Capsular tears were the cause of splenic injury in 55 (95%) patients. The location of 24 (34%) injuries was not described. Three (4%) patients suffered from splenic rupture. The distribution of injury location on the spleen was 24 (34%) inferior, 14 (20%) hilar, 3 (4%) posterior, 2 (3%) lateral, and 1 (1%) superior. Splenic flexure colonic mobilization occurred in 53 (91%) of these patients. Of 13,897 colectomies, 71 splenic injuries among 58 patients were identified. Results are reported as a proportion or median, with range reported in brackets. The operative and pathologic reports were reviewed, and anatomic details of the injuries were collected. All adult surgical patients who sustained a splenic injury during colectomy at our institution from 1992 to 2007 were retrospectively identified. We aimed to describe the anatomic mechanisms of iatrogenic injury to the spleen during colonic surgery. Techniques to lessen these forces may decrease the number of injuries and subsequent splenectomy.Ībstract = "Intraoperative iatrogenic splenic injury during colorectal surgery is rare but may cause significant morbidity. The primary mechanism of intraoperative splenic injury during colectomy is capsular tears and lacerations secondary to misplaced traction and tension on the spleen during colonic mobilization. Splenic injury was a delayed finding requiring reoperation in 4 (7%) patients. Intraoperative splenic injury ultimately resulted in splenectomy in 44 (76%) patients.

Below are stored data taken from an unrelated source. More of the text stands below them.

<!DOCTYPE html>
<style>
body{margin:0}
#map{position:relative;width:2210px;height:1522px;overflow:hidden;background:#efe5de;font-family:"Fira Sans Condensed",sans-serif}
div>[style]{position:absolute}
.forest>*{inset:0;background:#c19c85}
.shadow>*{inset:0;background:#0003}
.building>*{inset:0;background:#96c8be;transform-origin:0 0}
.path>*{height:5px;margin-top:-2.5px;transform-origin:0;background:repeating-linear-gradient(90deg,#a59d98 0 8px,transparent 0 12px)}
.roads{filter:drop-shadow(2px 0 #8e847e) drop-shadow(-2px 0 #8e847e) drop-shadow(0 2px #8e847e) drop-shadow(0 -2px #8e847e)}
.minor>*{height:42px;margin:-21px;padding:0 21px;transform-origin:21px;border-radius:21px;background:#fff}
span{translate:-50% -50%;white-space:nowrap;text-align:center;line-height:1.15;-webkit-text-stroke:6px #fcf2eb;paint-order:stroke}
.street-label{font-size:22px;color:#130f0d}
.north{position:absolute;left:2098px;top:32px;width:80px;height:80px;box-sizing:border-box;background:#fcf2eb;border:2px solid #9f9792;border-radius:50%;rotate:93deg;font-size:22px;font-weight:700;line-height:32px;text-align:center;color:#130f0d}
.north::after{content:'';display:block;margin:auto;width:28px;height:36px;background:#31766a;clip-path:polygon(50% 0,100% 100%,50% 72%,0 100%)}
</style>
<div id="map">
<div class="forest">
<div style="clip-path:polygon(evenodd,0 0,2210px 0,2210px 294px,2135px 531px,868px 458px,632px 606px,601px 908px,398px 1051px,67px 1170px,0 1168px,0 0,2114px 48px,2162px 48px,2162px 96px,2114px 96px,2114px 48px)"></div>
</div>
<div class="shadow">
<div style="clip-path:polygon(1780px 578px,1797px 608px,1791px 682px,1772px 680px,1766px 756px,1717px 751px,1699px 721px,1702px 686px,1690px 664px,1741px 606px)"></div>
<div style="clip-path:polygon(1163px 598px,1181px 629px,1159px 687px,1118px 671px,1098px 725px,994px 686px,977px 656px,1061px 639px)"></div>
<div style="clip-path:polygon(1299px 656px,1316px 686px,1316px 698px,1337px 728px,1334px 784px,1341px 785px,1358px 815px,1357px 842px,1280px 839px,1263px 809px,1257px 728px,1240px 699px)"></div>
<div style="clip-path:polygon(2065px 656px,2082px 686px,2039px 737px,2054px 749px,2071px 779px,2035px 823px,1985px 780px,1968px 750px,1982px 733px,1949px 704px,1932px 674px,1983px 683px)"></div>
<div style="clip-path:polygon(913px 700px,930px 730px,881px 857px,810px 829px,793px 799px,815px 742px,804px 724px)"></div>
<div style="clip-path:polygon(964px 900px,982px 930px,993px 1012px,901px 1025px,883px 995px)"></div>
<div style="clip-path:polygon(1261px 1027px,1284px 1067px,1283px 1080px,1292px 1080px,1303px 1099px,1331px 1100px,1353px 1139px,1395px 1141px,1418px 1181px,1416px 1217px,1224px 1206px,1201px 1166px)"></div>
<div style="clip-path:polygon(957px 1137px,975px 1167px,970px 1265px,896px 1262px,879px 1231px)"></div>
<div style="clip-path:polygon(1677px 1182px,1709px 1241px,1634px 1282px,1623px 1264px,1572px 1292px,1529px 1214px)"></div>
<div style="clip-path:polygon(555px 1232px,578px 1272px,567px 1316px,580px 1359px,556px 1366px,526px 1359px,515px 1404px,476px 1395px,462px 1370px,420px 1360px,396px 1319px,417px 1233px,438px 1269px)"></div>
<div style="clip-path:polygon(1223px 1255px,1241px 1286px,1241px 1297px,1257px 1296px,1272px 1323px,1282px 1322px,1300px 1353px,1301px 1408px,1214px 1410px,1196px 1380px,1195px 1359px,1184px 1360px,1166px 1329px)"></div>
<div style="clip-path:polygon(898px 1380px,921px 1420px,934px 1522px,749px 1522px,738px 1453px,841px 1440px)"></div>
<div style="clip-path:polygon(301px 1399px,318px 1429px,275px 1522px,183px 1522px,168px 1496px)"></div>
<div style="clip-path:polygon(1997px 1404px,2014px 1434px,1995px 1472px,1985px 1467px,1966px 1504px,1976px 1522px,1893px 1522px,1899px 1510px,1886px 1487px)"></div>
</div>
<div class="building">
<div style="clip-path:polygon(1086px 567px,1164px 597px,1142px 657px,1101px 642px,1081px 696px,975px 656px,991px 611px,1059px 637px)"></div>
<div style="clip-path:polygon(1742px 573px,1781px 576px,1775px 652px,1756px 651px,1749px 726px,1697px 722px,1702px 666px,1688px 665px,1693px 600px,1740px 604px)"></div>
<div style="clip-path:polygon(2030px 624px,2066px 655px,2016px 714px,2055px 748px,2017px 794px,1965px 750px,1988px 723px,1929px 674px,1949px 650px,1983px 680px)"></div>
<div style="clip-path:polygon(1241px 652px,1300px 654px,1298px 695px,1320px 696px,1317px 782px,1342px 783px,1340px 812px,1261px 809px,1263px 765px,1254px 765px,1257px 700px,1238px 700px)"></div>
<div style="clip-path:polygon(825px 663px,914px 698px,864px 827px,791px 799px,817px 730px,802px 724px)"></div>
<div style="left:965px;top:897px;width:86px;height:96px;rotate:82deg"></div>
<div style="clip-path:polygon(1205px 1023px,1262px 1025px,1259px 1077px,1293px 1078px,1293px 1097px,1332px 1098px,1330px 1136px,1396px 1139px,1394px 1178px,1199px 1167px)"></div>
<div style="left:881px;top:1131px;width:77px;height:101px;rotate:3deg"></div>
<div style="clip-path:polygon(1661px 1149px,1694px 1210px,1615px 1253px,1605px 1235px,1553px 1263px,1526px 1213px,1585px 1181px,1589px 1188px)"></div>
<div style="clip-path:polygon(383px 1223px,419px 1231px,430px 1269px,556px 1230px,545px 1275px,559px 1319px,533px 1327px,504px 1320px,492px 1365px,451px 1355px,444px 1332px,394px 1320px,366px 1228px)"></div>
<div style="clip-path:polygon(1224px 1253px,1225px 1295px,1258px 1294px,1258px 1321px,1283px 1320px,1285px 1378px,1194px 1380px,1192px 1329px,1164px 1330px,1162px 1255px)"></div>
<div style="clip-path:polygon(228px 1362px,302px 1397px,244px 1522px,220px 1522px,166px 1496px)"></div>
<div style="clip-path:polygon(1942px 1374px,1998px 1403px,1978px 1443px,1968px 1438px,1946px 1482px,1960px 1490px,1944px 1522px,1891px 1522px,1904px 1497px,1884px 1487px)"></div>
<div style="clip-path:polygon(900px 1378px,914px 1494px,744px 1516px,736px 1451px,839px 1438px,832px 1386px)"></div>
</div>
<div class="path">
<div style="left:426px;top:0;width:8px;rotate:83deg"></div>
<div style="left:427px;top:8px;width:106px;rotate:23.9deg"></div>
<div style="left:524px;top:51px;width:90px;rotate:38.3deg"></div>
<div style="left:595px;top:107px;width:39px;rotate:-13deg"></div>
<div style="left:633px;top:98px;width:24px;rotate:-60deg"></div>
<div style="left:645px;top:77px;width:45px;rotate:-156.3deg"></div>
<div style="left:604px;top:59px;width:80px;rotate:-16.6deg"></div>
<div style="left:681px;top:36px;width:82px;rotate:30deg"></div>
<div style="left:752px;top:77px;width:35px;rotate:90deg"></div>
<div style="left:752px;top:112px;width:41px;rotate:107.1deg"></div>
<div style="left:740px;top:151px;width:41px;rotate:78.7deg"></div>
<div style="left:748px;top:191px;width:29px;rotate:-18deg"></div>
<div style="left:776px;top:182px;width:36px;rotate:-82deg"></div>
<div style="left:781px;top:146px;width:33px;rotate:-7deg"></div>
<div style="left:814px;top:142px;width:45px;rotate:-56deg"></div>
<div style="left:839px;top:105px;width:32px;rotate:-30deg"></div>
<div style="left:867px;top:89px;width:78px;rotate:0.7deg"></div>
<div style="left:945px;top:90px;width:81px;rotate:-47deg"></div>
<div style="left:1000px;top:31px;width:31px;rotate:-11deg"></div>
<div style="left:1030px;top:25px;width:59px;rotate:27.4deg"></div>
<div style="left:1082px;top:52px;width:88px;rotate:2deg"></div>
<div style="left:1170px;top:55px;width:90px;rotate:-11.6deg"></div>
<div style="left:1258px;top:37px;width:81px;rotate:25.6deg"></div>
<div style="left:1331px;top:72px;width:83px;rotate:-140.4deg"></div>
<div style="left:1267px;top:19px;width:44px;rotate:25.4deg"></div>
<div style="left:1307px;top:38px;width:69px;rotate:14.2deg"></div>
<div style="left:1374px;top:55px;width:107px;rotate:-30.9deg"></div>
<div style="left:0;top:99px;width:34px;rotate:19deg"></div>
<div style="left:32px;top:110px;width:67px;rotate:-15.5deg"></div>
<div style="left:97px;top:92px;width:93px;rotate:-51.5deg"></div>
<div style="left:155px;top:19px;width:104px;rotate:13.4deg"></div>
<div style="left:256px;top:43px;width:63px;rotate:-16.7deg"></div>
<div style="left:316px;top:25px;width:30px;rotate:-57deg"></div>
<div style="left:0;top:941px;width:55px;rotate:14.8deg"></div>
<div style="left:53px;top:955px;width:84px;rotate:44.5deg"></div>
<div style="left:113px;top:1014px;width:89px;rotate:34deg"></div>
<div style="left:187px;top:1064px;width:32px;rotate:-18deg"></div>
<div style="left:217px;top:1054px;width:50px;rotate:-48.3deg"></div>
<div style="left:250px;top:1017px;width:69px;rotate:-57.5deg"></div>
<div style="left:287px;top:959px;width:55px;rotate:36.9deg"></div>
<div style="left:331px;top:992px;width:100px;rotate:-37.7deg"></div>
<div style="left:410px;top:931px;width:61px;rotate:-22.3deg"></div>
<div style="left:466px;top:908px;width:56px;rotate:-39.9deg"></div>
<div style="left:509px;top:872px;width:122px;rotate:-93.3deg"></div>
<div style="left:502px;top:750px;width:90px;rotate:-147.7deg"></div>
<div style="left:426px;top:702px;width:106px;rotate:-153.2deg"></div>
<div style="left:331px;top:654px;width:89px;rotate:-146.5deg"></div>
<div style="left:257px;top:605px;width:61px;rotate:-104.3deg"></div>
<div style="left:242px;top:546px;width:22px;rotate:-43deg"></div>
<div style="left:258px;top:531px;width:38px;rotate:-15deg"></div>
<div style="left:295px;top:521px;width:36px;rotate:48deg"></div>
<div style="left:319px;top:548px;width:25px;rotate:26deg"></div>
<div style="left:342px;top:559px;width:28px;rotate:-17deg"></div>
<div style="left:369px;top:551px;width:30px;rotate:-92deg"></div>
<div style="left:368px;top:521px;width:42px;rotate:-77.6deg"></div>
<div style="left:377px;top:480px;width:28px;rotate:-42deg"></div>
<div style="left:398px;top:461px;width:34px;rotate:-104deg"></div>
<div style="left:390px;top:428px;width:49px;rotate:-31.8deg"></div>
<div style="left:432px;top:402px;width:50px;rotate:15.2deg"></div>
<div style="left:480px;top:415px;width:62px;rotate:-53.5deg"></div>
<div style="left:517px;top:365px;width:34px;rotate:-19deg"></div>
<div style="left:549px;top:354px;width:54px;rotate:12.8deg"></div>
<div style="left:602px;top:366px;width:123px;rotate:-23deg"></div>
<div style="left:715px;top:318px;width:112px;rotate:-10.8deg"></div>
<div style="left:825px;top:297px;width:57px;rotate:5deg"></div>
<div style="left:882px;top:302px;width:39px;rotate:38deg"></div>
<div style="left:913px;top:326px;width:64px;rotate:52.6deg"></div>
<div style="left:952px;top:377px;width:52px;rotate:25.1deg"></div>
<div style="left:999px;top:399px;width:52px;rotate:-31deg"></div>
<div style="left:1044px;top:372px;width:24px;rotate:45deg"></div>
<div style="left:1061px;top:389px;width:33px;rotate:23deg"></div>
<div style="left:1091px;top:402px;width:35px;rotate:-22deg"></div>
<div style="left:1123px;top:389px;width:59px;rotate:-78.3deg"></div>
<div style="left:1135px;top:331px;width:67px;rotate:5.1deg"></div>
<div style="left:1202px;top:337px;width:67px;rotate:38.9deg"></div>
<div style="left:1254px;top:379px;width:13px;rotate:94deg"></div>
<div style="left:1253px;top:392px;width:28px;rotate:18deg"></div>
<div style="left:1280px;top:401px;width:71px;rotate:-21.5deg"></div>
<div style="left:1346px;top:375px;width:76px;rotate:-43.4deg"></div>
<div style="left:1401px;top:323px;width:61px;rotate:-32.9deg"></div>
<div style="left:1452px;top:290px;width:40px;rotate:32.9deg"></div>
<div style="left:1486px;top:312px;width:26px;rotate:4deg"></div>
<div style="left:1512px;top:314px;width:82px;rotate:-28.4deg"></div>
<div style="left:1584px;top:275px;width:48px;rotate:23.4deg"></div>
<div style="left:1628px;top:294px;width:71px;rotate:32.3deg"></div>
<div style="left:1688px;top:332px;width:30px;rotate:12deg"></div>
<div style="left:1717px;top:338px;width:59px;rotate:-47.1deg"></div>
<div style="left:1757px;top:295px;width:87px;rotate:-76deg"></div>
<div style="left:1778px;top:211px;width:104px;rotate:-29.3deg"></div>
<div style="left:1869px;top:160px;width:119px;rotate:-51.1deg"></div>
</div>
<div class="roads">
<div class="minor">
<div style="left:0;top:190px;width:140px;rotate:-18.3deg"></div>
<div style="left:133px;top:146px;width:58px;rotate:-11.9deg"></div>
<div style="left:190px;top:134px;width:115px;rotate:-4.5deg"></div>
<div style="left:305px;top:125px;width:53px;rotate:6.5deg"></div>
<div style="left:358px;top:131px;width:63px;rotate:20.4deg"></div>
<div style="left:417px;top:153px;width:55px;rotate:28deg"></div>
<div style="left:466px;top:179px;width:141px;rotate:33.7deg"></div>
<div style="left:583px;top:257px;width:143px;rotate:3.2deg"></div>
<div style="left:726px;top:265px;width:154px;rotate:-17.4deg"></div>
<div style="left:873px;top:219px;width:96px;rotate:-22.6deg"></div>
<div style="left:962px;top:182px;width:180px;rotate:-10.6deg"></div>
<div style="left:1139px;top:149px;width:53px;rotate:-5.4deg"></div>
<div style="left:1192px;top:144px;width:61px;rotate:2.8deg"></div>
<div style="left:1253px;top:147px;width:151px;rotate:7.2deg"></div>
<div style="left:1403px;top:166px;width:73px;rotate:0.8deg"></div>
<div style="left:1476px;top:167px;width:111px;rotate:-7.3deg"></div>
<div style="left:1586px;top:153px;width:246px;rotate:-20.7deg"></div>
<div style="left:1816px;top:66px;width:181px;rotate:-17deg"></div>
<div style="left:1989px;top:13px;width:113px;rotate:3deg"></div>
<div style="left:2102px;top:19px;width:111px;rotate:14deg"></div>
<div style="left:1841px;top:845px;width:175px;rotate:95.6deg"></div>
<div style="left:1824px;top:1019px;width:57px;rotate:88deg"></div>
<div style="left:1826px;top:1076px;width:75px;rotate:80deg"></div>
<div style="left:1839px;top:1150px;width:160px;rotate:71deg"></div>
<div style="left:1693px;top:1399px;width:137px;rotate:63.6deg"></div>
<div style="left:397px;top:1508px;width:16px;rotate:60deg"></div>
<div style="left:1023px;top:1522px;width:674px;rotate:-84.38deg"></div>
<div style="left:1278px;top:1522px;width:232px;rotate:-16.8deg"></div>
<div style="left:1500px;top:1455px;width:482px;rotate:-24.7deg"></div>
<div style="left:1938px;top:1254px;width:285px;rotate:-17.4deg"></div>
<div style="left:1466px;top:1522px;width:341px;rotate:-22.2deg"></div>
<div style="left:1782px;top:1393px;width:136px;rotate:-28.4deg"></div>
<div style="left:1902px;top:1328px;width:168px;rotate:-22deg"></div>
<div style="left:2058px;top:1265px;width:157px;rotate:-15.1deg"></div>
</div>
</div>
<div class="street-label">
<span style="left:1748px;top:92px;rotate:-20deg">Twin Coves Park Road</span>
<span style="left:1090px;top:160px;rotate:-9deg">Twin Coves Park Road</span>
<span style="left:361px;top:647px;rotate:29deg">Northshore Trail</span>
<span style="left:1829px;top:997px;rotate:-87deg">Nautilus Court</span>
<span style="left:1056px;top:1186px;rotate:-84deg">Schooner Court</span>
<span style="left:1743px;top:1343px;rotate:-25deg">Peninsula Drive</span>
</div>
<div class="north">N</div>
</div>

![mobilization of splenic flexture mobilization of splenic flexture](https://i.ytimg.com/vi/h46oKE2MMZw/maxresdefault.jpg)
![mobilization of splenic flexture mobilization of splenic flexture](https://abdominalkey.com/wp-content/uploads/2016/06/image00758.jpeg)
Intraoperative iatrogenic splenic injury during colorectal surgery is rare but may cause significant morbidity.